**ASSIGNMENT**: Copy each line from the data that has the word "strokeStyle" in it.

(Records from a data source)
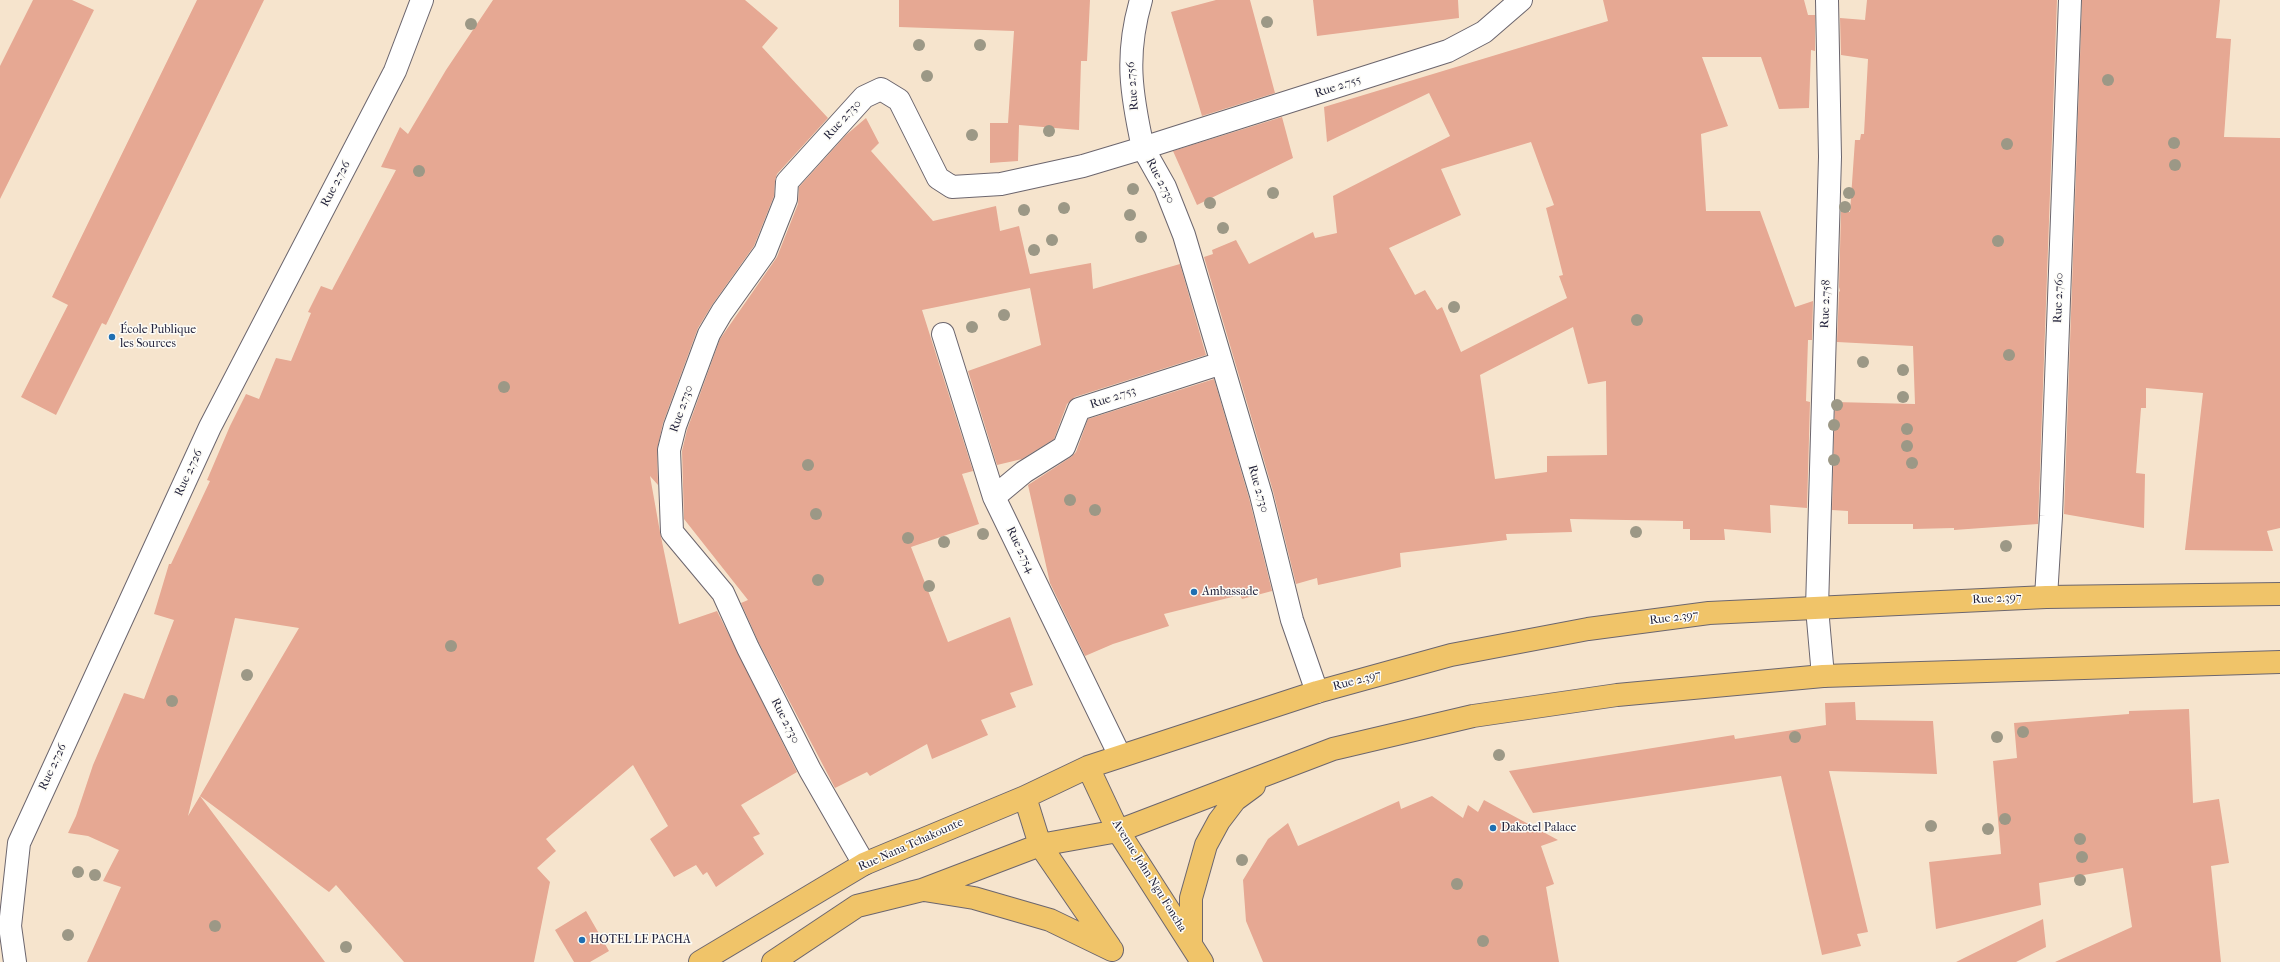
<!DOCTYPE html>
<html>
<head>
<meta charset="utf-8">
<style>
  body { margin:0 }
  canvas { display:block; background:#f6e4cd }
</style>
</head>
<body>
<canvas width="2280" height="962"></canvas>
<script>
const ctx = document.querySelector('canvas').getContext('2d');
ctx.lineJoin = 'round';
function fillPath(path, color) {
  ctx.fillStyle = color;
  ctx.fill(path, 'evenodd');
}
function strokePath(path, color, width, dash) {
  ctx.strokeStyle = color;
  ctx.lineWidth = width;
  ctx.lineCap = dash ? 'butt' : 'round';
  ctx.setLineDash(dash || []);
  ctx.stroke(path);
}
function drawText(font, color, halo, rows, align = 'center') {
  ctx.font = font + ' "IM FELL French Canon",serif';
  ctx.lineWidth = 3;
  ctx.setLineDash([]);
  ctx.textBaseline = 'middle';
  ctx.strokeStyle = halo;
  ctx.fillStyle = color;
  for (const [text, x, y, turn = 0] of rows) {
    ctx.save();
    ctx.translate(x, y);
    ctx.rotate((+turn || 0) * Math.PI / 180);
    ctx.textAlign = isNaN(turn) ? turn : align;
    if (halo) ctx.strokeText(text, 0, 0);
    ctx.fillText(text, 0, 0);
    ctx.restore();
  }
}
fillPath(new Path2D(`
  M 33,0 L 72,0 L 94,10 L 0,199 L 0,66 Z
  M 197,0 L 264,0 L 106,325 L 102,323 L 56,415 L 21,397 L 68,305 L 52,297 Z
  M 493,0 L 745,0 L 778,28 L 762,47 L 828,118 L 777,174 L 775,181 L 774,196 L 754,246 L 712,305 L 698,328 L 663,423 L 657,450 L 658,485 L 650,476 L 660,532 L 679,624 L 717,611 L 797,772 L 741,805 L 760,834 L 753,837 L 764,854 L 716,887 L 707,872 L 703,875 L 696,865 L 674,877 L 650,839 L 668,826 L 633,765 L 546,839 L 556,851 L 537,868 L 550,882 L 534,962 L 404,962 L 336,885 L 329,892 L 200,796 L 299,628 L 235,618 L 188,816 L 200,796 L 325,962 L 87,962 L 121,887 L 103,881 L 119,850 L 88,836 L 68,833 L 76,816 L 93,765 L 124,693 L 144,699 L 174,620 L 154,614 L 169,564 L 171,564 L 210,481 L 207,480 L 230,426 L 246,394 L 259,399 L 276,358 L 291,361 L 311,313 L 308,312 L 321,286 L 332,290 L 396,170 L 381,167 L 400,127 L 408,134 L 446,70 Z
  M 899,0 L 1090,0 L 1087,61 L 1081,61 L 1079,130 L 1019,125 L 1018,161 L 990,163 L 990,123 L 1008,123 L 1014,31 L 899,27 Z
  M 1216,0 L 1250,0 L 1275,93 L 1202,116 L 1171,12 Z
  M 1313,0 L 1458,0 L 1459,18 L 1317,36 Z
  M 1603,0 L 1804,0 L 1808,15 L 1815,15 L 1815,51 L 1811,50 L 1809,108 L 1779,109 L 1761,57 L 1702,57 L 1728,126 L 1701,134 L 1706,211 L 1760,211 L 1795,307 L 1813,301 L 1812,340 L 1808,340 L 1806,401 L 1810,402 L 1807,508 L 1770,505 L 1771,533 L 1724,529 L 1725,540 L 1690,540 L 1690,529 L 1683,529 L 1683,521 L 1570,519 L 1572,532 L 1506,534 L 1507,540 L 1400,553 L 1401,567 L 1318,585 L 1317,578 L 1296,584 L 1273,491 L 1204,257 L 1213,254 L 1212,250 L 1236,240 L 1249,264 L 1313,232 L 1315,238 L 1337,233 L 1333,196 L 1450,136 L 1429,93 L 1327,142 L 1324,107 L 1608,21 ZM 1531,142 L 1554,205 L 1546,208 L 1563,275 L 1559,276 L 1567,298 L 1461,352 L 1442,307 L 1437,310 L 1425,290 L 1415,295 L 1389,248 L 1461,215 L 1441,169 ZM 1573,327 L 1588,384 L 1606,381 L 1607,455 L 1547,456 L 1547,472 L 1495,479 L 1480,375 Z
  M 1867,0 L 2057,0 L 2038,524 L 1954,530 L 1954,528 L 1913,529 L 1913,524 L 1848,524 L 1848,511 L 1832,510 L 1835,402 L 1915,404 L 1913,346 L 1837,342 L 1839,292 L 1840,291 L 1839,287 L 1841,212 L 1850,212 L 1855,140 L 1860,140 L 1861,134 L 1864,134 L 1868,59 L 1841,55 L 1840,18 L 1865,20 Z
  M 2082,0 L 2220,0 L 2216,38 L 2231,39 L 2224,137 L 2280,138 L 2280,528 L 2267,531 L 2273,551 L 2185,550 L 2203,393 L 2146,388 L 2146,408 L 2141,408 L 2136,473 L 2145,474 L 2144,528 L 2064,514 Z
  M 1282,117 L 1293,158 L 1197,205 L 1173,151 Z
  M 866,118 L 879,143 L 871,151 L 933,221 L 996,206 L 1000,231 L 1019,226 L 1030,274 L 1091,263 L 1093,289 L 1180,264 L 1206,355 L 1075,397 L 1067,404 L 1054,439 L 1022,459 L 997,465 L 968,371 L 1041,345 L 1030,288 L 922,310 L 973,471 L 962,474 L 979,524 L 911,547 L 948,642 L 1010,617 L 1033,685 L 1010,693 L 1016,707 L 981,720 L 988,735 L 932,759 L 927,744 L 870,776 L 867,772 L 835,788 L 759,643 L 741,603 L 748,600 L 684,519 L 682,451 L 687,430 L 720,339 L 777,257 L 798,204 L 799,187 L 846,135 Z
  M 1214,379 L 1249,498 L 1272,591 L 1242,599 L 1240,595 L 1164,614 L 1169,626 L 1113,644 L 1085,656 L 1050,583 L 1028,485 L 1071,457 L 1076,452 L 1088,419 Z
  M 1855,702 L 1856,720 L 1933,721 L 1937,774 L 1829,771 L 1868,932 L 1857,934 L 1861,946 L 1822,955 L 1781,776 L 1533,813 L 1509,771 L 1734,735 L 1735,739 L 1826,725 L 1825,703 Z
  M 2189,709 L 2193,803 L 2219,799 L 2229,863 L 2211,866 L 2221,962 L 2055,962 L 2132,927 L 2123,868 L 2039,883 L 2041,905 L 1936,929 L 1929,862 L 2001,854 L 1993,761 L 2017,758 L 2014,723 L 2129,714 L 2129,711 Z
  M 1432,796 L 1463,818 L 1468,805 L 1478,812 L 1484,800 L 1558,840 L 1541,846 L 1554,884 L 1546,887 L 1559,962 L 1263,962 L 1246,921 L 1243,880 L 1268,839 L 1288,823 L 1298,846 L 1399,801 L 1401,809 Z
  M 586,911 L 609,951 L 590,962 L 574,962 L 555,930 Z
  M 2043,919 L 2046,947 L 2016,962 L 1956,962 Z`), '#e6a893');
const minor = new Path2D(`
  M 1141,0 C 1125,55 1131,93 1143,148 L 1448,51 L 1484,32 L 1521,0
  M 943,334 L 994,497 L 1120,756
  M 994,497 L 1024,472 L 1064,447 L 1079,409 L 1222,363
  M 2046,597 L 2051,516 L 2070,0
  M 1823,676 L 1817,608 L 1830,157 L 1827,0
  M 864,864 L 810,770 L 748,648 L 723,593 L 672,532 L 669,450 L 675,426 L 709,334 L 722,312 L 765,252 L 786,199 L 787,182 L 864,97 L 881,89 L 899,100 L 938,178 L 952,187 L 1001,184 L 1083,166 L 1143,148 L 1165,187 L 1184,235 L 1261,495 L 1292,620 L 1317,692
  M 15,962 L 10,926 L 19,843 L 210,427 L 395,71 L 422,0`);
const major = new Path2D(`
  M 1088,767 L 1118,831 L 1202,962
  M 1025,797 L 1040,845 L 1110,947
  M 924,890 L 974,898 L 1050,920 L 1112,950
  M 1191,942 L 1191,898 L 1206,845 L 1219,821 L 1235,800 L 1254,786
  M 700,962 L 864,864 L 1025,797 L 1088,767 L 1317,692 L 1451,655 L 1588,629 L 1709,613 L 2046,597 L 2280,594
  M 773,962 L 857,906 L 922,890 L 1040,845 L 1118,831 L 1333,749 L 1473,716 L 1617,695 L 1823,676 L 2280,662`);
strokePath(minor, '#6c666e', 24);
strokePath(major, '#6c666e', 24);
strokePath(minor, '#fff', 22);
strokePath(major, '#f0c469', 22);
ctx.fillStyle = '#9c9886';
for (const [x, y] of [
  [1267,22],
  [471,24],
  [919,45],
  [980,45],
  [927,76],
  [2108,80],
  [1049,131],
  [972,135],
  [2174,143],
  [2007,144],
  [2175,165],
  [419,171],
  [1133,189],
  [1273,193],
  [1849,193],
  [1210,203],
  [1845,207],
  [1064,208],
  [1024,210],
  [1130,215],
  [1223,228],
  [1141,237],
  [1052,240],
  [1998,241],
  [1034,250],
  [1454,307],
  [1004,315],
  [1637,320],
  [972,327],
  [2009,355],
  [1863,362],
  [1903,370],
  [504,387],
  [1903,397],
  [1837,405],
  [1834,425],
  [1907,429],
  [1907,446],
  [1834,460],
  [1912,463],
  [808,465],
  [1070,500],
  [1095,510],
  [816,514],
  [1636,532],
  [983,534],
  [908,538],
  [944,542],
  [2006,546],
  [818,580],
  [929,586],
  [451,646],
  [247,675],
  [172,701],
  [2023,732],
  [1795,737],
  [1997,737],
  [1499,755],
  [2005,819],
  [1931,826],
  [1988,829],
  [2080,839],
  [2082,857],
  [1242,860],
  [78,872],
  [95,875],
  [2080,880],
  [1457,884],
  [215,926],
  [68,935],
  [1483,941],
  [346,947]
]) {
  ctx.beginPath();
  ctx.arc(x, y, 6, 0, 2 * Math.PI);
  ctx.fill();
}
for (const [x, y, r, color] of [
  [112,337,4,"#1f6fb2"],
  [1194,592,4,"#1f6fb2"],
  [1493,828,4,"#1f6fb2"],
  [582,940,4,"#1f6fb2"]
]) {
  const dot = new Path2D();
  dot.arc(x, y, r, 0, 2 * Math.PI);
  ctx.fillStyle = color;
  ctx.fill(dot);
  strokePath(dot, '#fdfcf7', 1.5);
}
drawText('12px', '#22223b', '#fdfcf7', [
  ["Rue 2.756",1133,86,-95],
  ["Rue 2.755",1338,87,-18],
  ["Rue 2.730",843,120,-48],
  ["Rue 2.730",1160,181,63],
  ["Rue 2.726",336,184,-62],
  ["Rue 2.760",2059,298,-88],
  ["Rue 2.758",1826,304,-88],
  ["Rue 2.753",1113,398,-18],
  ["Rue 2.730",682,409,-71],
  ["Rue 2.726",189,473,-65],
  ["Rue 2.730",1258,489,74],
  ["Rue 2.754",1020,550,64],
  ["Rue 2.397",1997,599,-3],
  ["Rue 2.397",1674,618,-7],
  ["Rue 2.397",1357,681,-15],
  ["Rue 2.730",785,721,63],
  ["Rue 2.726",53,767,-65],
  ["Rue Nana Tchakounte",911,845,-24],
  ["Avenue John Ngu Foncha",1149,876,58]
]);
drawText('12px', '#22223b', '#fdfcf7', [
  ["École Publique",120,330],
  ["les Sources",120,344],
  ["Ambassade",1202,592],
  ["Dakotel Palace",1501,828],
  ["HOTEL LE PACHA",590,940]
], 'left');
</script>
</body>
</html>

**SOLUTION BELOW**:
  ctx.strokeStyle = color;
  ctx.strokeStyle = halo;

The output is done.